● **Your objective**:
The data below needs to be returned exactly, line for line.

● **Source data**:
>>

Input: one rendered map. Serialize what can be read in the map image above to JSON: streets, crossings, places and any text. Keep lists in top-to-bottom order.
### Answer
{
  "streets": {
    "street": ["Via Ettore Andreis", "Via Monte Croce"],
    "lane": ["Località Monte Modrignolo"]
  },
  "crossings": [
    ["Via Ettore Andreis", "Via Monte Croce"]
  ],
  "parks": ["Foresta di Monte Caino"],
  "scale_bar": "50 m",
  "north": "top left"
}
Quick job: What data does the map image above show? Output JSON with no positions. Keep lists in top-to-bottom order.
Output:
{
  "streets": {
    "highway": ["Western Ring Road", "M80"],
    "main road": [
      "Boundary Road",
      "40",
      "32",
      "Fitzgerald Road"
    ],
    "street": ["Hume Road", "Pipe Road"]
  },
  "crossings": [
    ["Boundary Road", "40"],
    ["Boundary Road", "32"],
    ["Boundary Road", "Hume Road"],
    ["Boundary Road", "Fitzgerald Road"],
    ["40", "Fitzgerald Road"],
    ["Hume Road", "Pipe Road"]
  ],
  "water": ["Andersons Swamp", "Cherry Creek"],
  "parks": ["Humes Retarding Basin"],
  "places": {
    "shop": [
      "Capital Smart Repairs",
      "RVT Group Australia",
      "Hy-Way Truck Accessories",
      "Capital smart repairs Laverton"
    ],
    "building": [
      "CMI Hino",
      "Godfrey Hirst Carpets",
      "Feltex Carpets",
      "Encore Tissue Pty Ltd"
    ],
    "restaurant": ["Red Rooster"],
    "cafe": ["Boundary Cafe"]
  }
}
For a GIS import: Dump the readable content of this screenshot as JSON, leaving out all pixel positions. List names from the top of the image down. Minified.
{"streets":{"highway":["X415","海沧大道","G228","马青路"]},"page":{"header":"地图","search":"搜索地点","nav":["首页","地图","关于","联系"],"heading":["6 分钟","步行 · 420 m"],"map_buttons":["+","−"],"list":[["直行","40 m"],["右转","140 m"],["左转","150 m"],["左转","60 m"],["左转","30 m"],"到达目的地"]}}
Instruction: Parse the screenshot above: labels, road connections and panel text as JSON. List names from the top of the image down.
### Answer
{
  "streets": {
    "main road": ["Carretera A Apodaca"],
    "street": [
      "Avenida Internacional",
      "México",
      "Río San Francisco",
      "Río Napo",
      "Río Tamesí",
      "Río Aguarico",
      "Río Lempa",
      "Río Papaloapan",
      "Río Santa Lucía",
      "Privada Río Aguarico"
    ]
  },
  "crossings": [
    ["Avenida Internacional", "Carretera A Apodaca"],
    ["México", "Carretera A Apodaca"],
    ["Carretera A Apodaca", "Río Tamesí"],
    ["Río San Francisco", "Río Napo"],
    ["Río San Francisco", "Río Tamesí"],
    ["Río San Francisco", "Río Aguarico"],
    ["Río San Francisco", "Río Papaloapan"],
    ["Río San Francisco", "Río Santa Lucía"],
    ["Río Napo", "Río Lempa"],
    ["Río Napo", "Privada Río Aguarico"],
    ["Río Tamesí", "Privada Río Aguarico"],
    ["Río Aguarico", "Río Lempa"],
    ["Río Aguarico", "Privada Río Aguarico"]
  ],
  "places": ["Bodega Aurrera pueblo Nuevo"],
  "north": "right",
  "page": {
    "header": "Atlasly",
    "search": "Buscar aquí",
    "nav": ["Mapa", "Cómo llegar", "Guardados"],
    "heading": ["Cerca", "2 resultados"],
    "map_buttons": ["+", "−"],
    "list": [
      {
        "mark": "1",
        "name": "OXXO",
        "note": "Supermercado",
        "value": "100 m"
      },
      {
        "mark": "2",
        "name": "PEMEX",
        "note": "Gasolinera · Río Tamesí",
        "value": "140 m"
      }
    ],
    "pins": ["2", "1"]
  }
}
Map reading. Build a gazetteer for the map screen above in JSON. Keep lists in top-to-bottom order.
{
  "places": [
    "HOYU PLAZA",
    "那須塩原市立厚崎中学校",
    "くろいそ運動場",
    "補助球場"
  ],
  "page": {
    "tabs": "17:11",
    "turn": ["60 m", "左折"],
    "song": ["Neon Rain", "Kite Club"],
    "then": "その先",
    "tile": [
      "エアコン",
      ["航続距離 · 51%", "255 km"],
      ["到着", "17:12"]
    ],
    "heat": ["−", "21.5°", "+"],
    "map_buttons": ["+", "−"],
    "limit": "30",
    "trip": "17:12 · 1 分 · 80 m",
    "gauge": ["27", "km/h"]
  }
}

<<

● **Output of the task**:
Input: one rendered map. Serialize what can be read in the map image above to JSON: streets, crossings, places and any text. Keep lists in top-to-bottom order.
### Answer
{
  "streets": {
    "street": ["Via Ettore Andreis", "Via Monte Croce"],
    "lane": ["Località Monte Modrignolo"]
  },
  "crossings": [
    ["Via Ettore Andreis", "Via Monte Croce"]
  ],
  "parks": ["Foresta di Monte Caino"],
  "scale_bar": "50 m",
  "north": "top left"
}
Quick job: What data does the map image above show? Output JSON with no positions. Keep lists in top-to-bottom order.
Output:
{
  "streets": {
    "highway": ["Western Ring Road", "M80"],
    "main road": [
      "Boundary Road",
      "40",
      "32",
      "Fitzgerald Road"
    ],
    "street": ["Hume Road", "Pipe Road"]
  },
  "crossings": [
    ["Boundary Road", "40"],
    ["Boundary Road", "32"],
    ["Boundary Road", "Hume Road"],
    ["Boundary Road", "Fitzgerald Road"],
    ["40", "Fitzgerald Road"],
    ["Hume Road", "Pipe Road"]
  ],
  "water": ["Andersons Swamp", "Cherry Creek"],
  "parks": ["Humes Retarding Basin"],
  "places": {
    "shop": [
      "Capital Smart Repairs",
      "RVT Group Australia",
      "Hy-Way Truck Accessories",
      "Capital smart repairs Laverton"
    ],
    "building": [
      "CMI Hino",
      "Godfrey Hirst Carpets",
      "Feltex Carpets",
      "Encore Tissue Pty Ltd"
    ],
    "restaurant": ["Red Rooster"],
    "cafe": ["Boundary Cafe"]
  }
}
For a GIS import: Dump the readable content of this screenshot as JSON, leaving out all pixel positions. List names from the top of the image down. Minified.
{"streets":{"highway":["X415","海沧大道","G228","马青路"]},"page":{"header":"地图","search":"搜索地点","nav":["首页","地图","关于","联系"],"heading":["6 分钟","步行 · 420 m"],"map_buttons":["+","−"],"list":[["直行","40 m"],["右转","140 m"],["左转","150 m"],["左转","60 m"],["左转","30 m"],"到达目的地"]}}
Instruction: Parse the screenshot above: labels, road connections and panel text as JSON. List names from the top of the image down.
### Answer
{
  "streets": {
    "main road": ["Carretera A Apodaca"],
    "street": [
      "Avenida Internacional",
      "México",
      "Río San Francisco",
      "Río Napo",
      "Río Tamesí",
      "Río Aguarico",
      "Río Lempa",
      "Río Papaloapan",
      "Río Santa Lucía",
      "Privada Río Aguarico"
    ]
  },
  "crossings": [
    ["Avenida Internacional", "Carretera A Apodaca"],
    ["México", "Carretera A Apodaca"],
    ["Carretera A Apodaca", "Río Tamesí"],
    ["Río San Francisco", "Río Napo"],
    ["Río San Francisco", "Río Tamesí"],
    ["Río San Francisco", "Río Aguarico"],
    ["Río San Francisco", "Río Papaloapan"],
    ["Río San Francisco", "Río Santa Lucía"],
    ["Río Napo", "Río Lempa"],
    ["Río Napo", "Privada Río Aguarico"],
    ["Río Tamesí", "Privada Río Aguarico"],
    ["Río Aguarico", "Río Lempa"],
    ["Río Aguarico", "Privada Río Aguarico"]
  ],
  "places": ["Bodega Aurrera pueblo Nuevo"],
  "north": "right",
  "page": {
    "header": "Atlasly",
    "search": "Buscar aquí",
    "nav": ["Mapa", "Cómo llegar", "Guardados"],
    "heading": ["Cerca", "2 resultados"],
    "map_buttons": ["+", "−"],
    "list": [
      {
        "mark": "1",
        "name": "OXXO",
        "note": "Supermercado",
        "value": "100 m"
      },
      {
        "mark": "2",
        "name": "PEMEX",
        "note": "Gasolinera · Río Tamesí",
        "value": "140 m"
      }
    ],
    "pins": ["2", "1"]
  }
}
Map reading. Build a gazetteer for the map screen above in JSON. Keep lists in top-to-bottom order.
{
  "places": [
    "HOYU PLAZA",
    "那須塩原市立厚崎中学校",
    "くろいそ運動場",
    "補助球場"
  ],
  "page": {
    "tabs": "17:11",
    "turn": ["60 m", "左折"],
    "song": ["Neon Rain", "Kite Club"],
    "then": "その先",
    "tile": [
      "エアコン",
      ["航続距離 · 51%", "255 km"],
      ["到着", "17:12"]
    ],
    "heat": ["−", "21.5°", "+"],
    "map_buttons": ["+", "−"],
    "limit": "30",
    "trip": "17:12 · 1 分 · 80 m",
    "gauge": ["27", "km/h"]
  }
}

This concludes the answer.